Express & Star

Peter Rhodes on Carrie Gracie, Jeremy Bowen and the BBC pay row

Isn't the BBC Middle East editor more likely to get shot in the line of duty?

Published
Carrie Gracie and, right, Jeremy Bowen

Peter Rhodes on rough sleepers, a pay row at the Beeb and an alleged EU conspiracy

OUR changing language. A spokesman for the US drinks company Molson Coors told Radio 4 listeners that buying the Suffolk cider maker Aspall would "premiumize our portfolio."

AFTER last week's item in defence of the countryside, a reader sends me statistics allegedly proving that only a tiny percentage of the UK is built on. Note the use of "UK" which always appears in such research. The vast empty heartlands of Scotland and Wales help to give an average UK population density of 265 people per square km, making us only the fourth most populated country in Europe.
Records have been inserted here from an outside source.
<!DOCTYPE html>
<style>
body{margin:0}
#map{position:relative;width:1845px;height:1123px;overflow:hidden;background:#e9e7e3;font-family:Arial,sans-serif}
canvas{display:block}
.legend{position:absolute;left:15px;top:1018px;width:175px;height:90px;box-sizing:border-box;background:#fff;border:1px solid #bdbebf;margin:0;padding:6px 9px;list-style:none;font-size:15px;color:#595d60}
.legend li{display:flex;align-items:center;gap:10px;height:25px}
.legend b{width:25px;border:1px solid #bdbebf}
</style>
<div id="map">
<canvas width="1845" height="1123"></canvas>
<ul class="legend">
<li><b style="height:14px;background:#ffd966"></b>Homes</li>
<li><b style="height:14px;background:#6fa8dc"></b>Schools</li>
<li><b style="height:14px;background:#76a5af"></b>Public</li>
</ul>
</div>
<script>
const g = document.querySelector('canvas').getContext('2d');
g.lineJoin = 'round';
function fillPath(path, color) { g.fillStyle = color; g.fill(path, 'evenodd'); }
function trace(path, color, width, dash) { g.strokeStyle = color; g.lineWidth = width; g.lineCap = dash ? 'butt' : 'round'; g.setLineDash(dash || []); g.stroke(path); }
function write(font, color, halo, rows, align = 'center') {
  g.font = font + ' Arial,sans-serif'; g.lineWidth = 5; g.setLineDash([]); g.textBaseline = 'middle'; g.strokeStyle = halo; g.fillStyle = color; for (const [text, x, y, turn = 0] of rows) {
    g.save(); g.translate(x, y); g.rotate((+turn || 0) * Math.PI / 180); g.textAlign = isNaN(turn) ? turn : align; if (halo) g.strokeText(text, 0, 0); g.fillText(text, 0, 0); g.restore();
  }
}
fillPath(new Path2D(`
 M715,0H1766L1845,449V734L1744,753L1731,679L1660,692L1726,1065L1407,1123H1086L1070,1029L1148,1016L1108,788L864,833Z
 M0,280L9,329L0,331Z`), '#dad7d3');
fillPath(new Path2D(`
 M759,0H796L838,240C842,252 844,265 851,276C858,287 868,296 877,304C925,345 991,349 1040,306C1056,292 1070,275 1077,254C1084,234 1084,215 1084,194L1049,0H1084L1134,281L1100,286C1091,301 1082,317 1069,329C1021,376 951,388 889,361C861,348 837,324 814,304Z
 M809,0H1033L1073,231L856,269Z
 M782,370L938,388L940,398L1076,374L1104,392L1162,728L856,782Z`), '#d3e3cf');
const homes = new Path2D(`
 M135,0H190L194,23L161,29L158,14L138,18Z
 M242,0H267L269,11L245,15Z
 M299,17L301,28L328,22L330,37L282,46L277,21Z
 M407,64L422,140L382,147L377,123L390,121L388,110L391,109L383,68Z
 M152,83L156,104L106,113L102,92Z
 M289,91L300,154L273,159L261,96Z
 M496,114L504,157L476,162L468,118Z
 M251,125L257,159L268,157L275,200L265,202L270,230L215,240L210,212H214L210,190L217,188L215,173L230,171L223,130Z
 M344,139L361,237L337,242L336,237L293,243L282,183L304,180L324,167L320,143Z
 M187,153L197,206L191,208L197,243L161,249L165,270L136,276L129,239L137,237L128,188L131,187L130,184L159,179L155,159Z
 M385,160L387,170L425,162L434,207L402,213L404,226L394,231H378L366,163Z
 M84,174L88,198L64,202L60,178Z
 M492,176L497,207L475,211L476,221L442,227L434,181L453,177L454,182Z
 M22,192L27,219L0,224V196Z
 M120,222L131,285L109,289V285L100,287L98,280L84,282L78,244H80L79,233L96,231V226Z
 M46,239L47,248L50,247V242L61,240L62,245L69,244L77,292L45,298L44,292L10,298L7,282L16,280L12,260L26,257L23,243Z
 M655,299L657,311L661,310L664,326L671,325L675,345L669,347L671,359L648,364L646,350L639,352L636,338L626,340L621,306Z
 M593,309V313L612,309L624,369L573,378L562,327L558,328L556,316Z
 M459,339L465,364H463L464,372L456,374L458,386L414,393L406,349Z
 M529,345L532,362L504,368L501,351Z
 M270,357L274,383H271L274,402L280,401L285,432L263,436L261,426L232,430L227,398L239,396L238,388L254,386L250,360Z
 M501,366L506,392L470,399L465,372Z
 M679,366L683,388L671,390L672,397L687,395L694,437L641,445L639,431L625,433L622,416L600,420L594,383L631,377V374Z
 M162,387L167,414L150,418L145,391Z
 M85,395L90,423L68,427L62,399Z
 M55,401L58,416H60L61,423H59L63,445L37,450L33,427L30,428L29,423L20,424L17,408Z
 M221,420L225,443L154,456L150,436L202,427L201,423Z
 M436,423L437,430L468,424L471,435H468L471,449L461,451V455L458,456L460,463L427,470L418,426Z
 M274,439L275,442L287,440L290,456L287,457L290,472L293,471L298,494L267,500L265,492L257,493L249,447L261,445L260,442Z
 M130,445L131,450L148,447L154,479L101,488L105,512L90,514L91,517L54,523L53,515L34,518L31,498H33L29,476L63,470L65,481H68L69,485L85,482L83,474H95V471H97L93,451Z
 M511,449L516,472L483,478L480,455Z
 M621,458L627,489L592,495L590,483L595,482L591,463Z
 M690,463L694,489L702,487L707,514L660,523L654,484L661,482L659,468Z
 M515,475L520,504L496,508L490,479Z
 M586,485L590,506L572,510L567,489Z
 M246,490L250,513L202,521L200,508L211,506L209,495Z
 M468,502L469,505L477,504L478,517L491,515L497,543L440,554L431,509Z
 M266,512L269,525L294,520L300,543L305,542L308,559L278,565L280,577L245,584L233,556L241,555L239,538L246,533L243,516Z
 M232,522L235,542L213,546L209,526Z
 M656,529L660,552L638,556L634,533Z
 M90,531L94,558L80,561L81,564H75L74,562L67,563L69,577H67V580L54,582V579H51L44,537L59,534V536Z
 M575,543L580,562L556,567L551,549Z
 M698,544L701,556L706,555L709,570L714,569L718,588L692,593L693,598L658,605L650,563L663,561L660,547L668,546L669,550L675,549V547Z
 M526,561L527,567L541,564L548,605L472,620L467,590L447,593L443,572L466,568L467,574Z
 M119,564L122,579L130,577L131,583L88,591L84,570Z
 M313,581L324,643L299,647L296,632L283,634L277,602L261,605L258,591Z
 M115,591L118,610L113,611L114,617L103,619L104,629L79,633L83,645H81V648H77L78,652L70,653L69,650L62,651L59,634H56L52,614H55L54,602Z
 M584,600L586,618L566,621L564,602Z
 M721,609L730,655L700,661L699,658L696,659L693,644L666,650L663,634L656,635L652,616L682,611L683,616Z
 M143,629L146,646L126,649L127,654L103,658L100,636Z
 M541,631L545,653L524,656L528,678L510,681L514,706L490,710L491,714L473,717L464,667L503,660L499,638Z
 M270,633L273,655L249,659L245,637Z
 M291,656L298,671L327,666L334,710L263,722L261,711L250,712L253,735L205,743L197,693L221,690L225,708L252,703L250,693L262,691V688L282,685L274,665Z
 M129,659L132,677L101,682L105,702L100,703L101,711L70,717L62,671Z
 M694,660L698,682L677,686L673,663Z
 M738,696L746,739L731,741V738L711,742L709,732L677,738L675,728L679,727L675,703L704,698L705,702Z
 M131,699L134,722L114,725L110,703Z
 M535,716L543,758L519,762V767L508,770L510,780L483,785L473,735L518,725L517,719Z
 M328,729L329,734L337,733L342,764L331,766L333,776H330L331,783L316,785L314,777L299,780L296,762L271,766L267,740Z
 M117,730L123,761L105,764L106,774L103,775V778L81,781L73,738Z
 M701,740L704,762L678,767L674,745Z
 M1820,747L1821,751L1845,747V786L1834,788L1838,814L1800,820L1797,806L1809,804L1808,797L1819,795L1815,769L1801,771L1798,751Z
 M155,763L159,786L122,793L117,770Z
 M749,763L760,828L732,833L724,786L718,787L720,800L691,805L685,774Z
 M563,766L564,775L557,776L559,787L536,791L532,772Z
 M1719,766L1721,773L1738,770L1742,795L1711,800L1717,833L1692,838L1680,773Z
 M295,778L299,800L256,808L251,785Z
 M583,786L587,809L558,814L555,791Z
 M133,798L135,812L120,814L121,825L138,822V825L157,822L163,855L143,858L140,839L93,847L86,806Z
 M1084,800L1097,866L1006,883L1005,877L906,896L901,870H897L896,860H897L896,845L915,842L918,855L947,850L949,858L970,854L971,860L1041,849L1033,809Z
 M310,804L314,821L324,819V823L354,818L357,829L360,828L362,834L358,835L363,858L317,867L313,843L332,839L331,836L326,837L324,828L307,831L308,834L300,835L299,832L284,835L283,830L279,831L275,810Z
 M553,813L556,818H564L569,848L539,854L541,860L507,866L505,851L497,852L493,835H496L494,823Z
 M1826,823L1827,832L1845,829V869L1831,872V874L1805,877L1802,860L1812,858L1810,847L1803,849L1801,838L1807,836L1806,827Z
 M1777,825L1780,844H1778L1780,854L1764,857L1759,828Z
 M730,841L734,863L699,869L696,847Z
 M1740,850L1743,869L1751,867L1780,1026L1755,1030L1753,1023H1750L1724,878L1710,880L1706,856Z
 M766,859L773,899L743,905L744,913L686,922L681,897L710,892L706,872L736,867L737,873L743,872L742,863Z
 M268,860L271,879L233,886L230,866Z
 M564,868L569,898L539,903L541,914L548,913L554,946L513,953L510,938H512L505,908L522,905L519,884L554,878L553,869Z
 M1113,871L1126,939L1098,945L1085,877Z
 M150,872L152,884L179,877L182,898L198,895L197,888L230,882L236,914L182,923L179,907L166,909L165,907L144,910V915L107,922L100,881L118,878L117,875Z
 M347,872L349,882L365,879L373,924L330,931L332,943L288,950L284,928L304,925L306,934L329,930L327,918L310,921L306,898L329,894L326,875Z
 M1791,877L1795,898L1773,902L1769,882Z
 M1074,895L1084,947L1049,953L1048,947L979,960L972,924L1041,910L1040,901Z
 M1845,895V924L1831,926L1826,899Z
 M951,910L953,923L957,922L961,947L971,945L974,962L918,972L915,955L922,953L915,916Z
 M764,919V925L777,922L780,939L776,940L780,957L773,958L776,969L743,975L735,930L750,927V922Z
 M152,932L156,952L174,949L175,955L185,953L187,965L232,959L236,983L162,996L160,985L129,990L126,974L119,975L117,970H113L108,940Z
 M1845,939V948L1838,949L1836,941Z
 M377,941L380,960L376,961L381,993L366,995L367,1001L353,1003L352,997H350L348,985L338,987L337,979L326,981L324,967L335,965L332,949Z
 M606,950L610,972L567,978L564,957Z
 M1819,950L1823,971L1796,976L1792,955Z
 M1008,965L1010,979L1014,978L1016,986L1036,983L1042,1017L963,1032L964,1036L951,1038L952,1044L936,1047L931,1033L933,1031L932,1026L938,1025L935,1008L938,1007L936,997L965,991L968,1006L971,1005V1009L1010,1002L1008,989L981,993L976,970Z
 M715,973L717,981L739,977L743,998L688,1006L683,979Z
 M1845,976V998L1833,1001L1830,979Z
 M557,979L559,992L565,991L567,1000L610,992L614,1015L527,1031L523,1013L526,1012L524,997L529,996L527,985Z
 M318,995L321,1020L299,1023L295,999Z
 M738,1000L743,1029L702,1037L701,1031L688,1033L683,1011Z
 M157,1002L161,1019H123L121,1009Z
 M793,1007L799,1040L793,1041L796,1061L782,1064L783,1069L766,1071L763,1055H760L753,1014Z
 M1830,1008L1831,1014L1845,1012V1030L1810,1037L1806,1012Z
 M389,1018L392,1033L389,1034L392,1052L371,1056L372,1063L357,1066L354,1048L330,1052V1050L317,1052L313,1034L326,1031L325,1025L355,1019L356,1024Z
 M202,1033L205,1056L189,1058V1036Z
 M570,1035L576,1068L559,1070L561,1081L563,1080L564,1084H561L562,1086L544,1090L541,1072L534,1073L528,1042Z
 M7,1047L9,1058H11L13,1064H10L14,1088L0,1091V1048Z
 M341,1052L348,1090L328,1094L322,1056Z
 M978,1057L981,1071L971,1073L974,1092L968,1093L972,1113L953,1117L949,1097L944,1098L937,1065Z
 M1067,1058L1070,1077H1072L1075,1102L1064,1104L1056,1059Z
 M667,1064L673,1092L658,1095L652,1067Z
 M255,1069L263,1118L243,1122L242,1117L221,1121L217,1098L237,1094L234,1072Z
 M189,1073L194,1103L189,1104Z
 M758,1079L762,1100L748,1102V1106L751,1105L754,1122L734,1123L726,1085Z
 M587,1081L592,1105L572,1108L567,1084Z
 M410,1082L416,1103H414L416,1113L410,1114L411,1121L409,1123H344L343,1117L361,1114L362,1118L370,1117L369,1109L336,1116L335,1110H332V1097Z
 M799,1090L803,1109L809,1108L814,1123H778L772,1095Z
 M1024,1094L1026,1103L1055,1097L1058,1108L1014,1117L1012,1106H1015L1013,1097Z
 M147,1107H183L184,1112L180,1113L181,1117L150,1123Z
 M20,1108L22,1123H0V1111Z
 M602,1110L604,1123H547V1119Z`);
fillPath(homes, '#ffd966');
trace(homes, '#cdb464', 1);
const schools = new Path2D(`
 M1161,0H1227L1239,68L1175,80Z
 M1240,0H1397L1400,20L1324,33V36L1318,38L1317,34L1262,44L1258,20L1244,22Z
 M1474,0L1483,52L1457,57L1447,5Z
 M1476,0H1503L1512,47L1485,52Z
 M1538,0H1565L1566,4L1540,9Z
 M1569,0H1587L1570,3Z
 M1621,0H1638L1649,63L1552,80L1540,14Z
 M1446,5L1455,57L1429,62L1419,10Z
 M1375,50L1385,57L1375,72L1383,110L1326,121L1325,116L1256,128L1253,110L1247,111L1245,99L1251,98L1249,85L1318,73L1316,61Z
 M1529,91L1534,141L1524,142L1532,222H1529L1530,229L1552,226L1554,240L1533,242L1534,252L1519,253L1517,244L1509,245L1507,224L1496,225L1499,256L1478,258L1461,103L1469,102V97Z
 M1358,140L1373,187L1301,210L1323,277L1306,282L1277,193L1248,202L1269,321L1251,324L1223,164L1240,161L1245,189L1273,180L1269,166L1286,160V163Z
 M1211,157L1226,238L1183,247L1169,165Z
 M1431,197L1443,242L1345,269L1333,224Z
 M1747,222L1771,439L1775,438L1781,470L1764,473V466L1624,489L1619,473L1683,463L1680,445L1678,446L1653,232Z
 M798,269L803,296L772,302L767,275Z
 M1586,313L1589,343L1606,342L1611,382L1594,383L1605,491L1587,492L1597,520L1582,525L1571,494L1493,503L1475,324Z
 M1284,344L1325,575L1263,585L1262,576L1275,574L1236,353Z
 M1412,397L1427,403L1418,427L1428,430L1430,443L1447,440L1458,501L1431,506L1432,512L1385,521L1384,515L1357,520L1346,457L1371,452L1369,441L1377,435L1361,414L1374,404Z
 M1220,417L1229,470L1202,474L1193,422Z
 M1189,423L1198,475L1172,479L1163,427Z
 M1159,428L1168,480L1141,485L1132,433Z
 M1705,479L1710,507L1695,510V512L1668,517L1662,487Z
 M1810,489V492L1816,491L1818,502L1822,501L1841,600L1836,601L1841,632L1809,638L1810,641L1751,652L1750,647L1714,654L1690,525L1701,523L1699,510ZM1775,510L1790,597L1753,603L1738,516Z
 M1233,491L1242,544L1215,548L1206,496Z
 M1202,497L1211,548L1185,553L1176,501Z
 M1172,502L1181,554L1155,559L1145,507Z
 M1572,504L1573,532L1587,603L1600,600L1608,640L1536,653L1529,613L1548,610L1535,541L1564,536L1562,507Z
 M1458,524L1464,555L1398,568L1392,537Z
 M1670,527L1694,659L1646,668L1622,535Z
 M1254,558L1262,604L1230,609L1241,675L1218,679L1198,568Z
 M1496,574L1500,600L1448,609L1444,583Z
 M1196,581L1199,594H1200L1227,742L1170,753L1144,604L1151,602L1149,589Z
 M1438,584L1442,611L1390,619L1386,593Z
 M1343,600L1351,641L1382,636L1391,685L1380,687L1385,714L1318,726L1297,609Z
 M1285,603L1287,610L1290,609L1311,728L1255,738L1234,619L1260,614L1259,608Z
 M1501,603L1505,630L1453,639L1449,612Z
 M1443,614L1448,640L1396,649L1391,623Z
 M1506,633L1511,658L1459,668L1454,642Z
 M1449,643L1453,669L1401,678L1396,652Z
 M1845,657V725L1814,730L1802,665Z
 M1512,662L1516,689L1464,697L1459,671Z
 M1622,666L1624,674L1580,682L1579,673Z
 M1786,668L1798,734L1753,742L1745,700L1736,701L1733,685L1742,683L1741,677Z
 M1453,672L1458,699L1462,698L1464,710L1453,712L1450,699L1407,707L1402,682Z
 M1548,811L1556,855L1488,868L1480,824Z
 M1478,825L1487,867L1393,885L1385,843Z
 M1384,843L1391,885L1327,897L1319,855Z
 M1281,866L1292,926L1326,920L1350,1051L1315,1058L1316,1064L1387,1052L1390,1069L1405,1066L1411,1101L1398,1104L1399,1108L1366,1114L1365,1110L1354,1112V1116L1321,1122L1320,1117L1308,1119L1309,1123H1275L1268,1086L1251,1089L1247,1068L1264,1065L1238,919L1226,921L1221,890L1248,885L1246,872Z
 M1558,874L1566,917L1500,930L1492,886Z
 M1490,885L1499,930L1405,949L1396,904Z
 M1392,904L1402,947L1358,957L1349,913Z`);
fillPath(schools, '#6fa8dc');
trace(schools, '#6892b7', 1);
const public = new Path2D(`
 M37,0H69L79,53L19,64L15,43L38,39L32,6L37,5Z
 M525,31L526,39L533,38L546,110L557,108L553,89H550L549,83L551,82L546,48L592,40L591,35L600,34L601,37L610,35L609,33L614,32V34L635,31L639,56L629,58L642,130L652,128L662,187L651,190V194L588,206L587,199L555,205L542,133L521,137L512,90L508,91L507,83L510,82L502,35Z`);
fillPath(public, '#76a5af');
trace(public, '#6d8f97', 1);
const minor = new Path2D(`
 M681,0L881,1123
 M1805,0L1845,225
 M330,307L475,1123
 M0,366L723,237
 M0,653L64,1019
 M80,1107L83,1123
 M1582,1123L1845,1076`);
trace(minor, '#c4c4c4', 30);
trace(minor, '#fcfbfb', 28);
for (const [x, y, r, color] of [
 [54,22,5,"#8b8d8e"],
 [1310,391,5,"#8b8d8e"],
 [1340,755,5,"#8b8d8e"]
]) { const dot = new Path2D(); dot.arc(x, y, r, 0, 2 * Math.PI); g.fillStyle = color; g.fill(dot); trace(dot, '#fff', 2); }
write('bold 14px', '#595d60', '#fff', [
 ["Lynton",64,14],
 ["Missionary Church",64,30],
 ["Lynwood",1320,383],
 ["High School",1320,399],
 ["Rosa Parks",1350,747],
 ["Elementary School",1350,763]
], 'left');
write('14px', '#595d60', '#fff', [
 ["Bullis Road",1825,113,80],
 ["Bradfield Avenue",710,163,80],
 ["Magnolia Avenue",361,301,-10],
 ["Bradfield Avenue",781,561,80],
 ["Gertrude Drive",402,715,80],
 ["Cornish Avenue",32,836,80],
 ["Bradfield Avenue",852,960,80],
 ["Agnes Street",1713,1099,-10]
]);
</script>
This is a godsend for anyone trying to make the case for building on the Green Belt. But do the same population-density sum for England alone and you discover it is the most crowded major nation in Europe, with 413 people per square kilometre.

BETTER still, if you are of a certain age, simply remember the green fields you knew in your childhood which have vanished under housing estates or industrial zones. When statistics strike you as dodgy, rely on your own senses.

INTERESTING conspiracy theory from Dominic Lawson. In a column he suggests the anti-Brexit brigade (Heseltine, Blair, Clegg, Adonis, etc) actually want Britain to leave the EU, in order that it can rejoin later, "in the position of all new applicants." In other words, being forced to drop the pound and adopt the euro. Food for thought.

THE council leader in Windsor has asked police to deal with "aggressive begging and intimidation" by rough sleepers and vagrants in the build-up to the Harry and Meghan wedding in May. As a veteran of two royal weddings and the Diana funeral, take it from me that on the night before the big day the streets will be stuffed with rough sleepers. They tend to be parties of grannies from Lancashire and families from Canada who have grabbed their prized spot on the pavement and will not be budged by anyone, including the cops. A little old lady wearing a Union Jack bowler hat and defending her patch of English pavement does a fair impression of a limpet.

MEANWHILE, the Sunday Times set out to count the number of rough sleepers in Windsor and discovered that of the 13 they found, ten had vanished by 11pm,suggesting they had warm beds elsewhere. No-one is denying that Britain has a huge housing problem. The problem is knowing whether the poor wretch wrapped in a sleeping bag and asking for change is genuinely hungry and homeless or a professional beggar. As a general rule, if you offer a hot pastie instead of cash and they tell you to go forth and multiply, they are pros.

IT may be a terrible, sexist crime that the BBC China Editor Carrie Gracie was paid less than the BBC Middle East editor Jeremy Bowen. On the other hand, isn't the Middle East editor more likely to get shot in the line of duty?

THEN again, when two people doing similar jobs are paid different rates, it could be that one has a better agent than the other.